## SUPPLIED RECORDS
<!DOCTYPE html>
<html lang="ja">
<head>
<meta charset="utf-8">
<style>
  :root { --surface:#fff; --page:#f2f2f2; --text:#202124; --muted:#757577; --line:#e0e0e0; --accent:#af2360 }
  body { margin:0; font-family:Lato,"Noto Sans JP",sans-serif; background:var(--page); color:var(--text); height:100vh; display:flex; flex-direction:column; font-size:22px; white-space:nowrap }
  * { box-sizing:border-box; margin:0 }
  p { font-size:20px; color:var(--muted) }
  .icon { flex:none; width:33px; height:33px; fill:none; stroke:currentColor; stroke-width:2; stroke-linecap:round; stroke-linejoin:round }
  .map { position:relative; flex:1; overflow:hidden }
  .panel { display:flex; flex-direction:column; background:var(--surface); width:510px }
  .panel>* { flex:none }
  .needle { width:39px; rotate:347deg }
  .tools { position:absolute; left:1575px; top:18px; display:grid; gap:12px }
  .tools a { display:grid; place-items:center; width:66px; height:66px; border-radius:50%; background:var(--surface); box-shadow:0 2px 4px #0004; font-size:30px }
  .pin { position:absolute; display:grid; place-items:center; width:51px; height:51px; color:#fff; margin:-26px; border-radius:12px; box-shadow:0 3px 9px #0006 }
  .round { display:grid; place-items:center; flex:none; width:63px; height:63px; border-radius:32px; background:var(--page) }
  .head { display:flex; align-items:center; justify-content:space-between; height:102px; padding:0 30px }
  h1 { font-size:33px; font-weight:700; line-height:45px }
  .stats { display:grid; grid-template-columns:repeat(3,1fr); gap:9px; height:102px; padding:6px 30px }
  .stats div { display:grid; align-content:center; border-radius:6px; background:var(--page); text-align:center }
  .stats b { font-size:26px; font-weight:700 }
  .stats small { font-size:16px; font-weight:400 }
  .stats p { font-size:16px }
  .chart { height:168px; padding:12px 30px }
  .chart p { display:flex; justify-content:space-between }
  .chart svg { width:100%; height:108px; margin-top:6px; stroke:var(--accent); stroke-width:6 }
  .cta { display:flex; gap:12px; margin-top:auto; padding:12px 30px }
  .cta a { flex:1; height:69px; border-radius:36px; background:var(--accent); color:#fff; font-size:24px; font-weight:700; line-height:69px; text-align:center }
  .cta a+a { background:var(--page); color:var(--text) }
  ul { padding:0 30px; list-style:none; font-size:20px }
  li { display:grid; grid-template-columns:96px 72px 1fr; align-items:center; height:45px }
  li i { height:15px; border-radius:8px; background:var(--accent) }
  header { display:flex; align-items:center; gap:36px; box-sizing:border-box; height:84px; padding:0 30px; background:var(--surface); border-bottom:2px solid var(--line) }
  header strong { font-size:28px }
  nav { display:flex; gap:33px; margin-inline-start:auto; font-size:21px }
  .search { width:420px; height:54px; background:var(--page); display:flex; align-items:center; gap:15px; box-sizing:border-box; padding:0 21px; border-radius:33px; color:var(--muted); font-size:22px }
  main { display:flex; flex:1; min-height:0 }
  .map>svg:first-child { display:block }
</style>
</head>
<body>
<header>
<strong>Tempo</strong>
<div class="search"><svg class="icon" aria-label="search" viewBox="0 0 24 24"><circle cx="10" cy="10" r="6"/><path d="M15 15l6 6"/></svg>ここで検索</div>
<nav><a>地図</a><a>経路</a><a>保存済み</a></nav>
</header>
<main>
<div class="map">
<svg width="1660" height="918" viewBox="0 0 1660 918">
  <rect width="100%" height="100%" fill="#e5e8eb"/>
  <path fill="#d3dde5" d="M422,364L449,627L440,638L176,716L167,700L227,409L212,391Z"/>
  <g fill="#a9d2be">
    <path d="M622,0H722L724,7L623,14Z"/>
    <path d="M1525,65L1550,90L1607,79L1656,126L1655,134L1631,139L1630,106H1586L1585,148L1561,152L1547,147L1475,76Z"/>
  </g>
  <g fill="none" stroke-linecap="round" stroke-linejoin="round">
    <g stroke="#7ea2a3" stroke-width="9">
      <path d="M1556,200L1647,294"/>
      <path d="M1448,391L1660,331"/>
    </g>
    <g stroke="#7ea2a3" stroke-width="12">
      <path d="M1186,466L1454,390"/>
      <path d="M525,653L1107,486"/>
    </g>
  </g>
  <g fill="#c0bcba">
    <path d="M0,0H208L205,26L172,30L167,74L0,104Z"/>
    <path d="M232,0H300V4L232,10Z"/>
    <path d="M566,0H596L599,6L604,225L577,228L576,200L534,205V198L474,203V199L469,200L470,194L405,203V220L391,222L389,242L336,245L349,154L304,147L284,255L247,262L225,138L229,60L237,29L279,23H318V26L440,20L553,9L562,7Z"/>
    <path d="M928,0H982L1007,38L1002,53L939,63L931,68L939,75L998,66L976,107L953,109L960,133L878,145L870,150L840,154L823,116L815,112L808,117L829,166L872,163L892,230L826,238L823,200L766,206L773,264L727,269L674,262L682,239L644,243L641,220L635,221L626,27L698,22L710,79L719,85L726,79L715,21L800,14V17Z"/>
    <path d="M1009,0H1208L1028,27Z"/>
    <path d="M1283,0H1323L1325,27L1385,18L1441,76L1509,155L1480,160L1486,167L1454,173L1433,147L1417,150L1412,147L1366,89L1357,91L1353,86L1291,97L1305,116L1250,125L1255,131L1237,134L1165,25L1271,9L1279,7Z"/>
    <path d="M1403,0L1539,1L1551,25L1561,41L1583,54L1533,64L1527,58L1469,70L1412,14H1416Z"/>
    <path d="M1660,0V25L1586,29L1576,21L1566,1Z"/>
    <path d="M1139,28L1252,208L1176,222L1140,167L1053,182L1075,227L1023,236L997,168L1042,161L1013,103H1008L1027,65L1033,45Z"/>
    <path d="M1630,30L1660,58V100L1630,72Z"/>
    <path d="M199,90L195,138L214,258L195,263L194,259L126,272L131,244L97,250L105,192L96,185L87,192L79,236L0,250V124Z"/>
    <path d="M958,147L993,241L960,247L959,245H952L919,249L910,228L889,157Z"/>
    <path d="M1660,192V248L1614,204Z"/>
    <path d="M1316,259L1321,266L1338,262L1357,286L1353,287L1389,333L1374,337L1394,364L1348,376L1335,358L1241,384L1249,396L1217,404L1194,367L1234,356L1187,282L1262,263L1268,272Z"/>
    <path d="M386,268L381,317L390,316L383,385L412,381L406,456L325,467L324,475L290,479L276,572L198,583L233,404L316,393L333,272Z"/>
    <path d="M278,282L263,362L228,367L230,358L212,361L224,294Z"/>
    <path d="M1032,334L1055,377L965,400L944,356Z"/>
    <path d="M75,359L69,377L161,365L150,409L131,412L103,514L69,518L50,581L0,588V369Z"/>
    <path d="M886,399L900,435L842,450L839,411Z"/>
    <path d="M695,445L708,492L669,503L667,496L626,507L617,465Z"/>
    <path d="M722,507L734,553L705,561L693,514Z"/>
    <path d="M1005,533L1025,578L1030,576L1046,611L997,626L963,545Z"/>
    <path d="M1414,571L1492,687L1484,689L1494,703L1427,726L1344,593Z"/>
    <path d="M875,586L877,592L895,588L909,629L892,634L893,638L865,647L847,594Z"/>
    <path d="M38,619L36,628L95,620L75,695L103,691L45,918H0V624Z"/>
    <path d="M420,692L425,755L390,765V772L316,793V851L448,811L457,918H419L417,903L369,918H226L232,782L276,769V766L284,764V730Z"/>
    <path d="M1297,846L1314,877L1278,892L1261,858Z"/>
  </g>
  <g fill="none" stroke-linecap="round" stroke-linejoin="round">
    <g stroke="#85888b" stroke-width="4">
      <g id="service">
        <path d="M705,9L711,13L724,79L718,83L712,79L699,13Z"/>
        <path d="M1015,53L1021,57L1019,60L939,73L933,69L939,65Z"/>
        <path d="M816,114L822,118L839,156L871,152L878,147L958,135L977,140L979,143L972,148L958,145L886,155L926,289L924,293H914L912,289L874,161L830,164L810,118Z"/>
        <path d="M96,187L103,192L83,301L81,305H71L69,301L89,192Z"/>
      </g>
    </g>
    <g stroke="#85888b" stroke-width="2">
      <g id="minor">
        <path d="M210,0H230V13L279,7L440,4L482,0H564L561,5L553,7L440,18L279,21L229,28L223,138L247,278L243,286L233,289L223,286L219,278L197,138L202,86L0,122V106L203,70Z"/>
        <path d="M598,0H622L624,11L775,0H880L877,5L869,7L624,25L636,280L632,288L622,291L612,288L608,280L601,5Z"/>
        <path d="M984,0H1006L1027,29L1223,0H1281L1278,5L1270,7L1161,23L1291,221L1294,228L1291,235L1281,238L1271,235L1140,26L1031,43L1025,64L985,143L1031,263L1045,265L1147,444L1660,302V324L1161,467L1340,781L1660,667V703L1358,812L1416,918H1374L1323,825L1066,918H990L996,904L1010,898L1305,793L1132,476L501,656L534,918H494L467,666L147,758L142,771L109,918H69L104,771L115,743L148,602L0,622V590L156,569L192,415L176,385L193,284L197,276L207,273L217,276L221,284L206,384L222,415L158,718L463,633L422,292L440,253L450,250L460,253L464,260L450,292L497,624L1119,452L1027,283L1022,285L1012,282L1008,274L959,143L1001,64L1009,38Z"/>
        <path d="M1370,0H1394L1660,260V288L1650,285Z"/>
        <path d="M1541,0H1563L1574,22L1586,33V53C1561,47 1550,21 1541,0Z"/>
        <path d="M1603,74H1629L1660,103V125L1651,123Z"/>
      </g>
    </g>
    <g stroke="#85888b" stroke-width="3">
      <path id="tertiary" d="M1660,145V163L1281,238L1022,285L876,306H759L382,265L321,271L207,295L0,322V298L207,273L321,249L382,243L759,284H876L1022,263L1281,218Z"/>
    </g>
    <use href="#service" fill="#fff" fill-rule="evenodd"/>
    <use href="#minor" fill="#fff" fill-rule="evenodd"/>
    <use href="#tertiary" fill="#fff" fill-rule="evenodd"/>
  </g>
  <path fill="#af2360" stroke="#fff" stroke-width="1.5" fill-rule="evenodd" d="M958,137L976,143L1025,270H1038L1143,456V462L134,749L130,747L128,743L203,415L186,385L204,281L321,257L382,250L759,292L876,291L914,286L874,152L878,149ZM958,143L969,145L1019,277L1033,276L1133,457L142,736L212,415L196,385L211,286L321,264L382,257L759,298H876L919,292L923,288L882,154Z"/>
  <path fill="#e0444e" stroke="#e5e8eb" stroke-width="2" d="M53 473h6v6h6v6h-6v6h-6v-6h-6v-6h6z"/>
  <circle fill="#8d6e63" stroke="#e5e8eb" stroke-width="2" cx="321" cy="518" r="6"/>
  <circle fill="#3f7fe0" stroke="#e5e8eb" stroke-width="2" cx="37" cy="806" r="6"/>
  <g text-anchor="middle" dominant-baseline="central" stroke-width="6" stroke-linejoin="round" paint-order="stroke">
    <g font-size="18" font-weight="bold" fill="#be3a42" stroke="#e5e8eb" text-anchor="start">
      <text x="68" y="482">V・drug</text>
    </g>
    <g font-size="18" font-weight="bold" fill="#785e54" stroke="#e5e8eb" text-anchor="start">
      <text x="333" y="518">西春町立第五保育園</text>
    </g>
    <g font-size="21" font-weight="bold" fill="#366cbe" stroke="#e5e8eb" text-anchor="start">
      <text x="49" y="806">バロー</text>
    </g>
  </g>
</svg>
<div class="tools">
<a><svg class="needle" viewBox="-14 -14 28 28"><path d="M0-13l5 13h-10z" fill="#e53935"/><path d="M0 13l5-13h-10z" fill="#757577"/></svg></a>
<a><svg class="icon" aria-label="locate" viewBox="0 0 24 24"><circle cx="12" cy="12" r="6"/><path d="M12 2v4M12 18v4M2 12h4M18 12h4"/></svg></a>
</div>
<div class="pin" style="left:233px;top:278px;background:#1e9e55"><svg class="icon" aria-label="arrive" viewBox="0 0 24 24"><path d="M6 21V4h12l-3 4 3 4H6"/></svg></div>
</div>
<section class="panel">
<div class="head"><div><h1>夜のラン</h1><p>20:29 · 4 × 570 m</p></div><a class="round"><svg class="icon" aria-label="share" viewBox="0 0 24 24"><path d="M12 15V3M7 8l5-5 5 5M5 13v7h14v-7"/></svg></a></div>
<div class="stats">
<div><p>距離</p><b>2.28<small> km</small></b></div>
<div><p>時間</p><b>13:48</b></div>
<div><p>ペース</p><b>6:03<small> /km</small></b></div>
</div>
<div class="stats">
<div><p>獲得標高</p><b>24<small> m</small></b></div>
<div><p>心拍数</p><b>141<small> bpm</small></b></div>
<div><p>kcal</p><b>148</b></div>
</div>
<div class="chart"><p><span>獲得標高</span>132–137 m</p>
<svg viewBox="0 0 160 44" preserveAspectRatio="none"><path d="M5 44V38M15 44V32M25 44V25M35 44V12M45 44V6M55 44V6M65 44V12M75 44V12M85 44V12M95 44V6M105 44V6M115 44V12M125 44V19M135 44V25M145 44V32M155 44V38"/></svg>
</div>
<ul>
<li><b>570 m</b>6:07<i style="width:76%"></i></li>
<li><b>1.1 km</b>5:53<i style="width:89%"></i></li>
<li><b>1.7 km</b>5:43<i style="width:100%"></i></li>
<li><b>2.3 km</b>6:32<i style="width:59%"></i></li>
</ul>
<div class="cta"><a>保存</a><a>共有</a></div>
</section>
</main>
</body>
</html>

## ABOUT THIS EXERCISE
Wherever the string "direction" occurs in the records, copy the line it is in.

## RESULT FOR THIS EXERCISE
  body { margin:0; font-family:Lato,"Noto Sans JP",sans-serif; background:var(--page); color:var(--text); height:100vh; display:flex; flex-direction:column; font-size:22px; white-space:nowrap }
  .panel { display:flex; flex-direction:column; background:var(--surface); width:510px }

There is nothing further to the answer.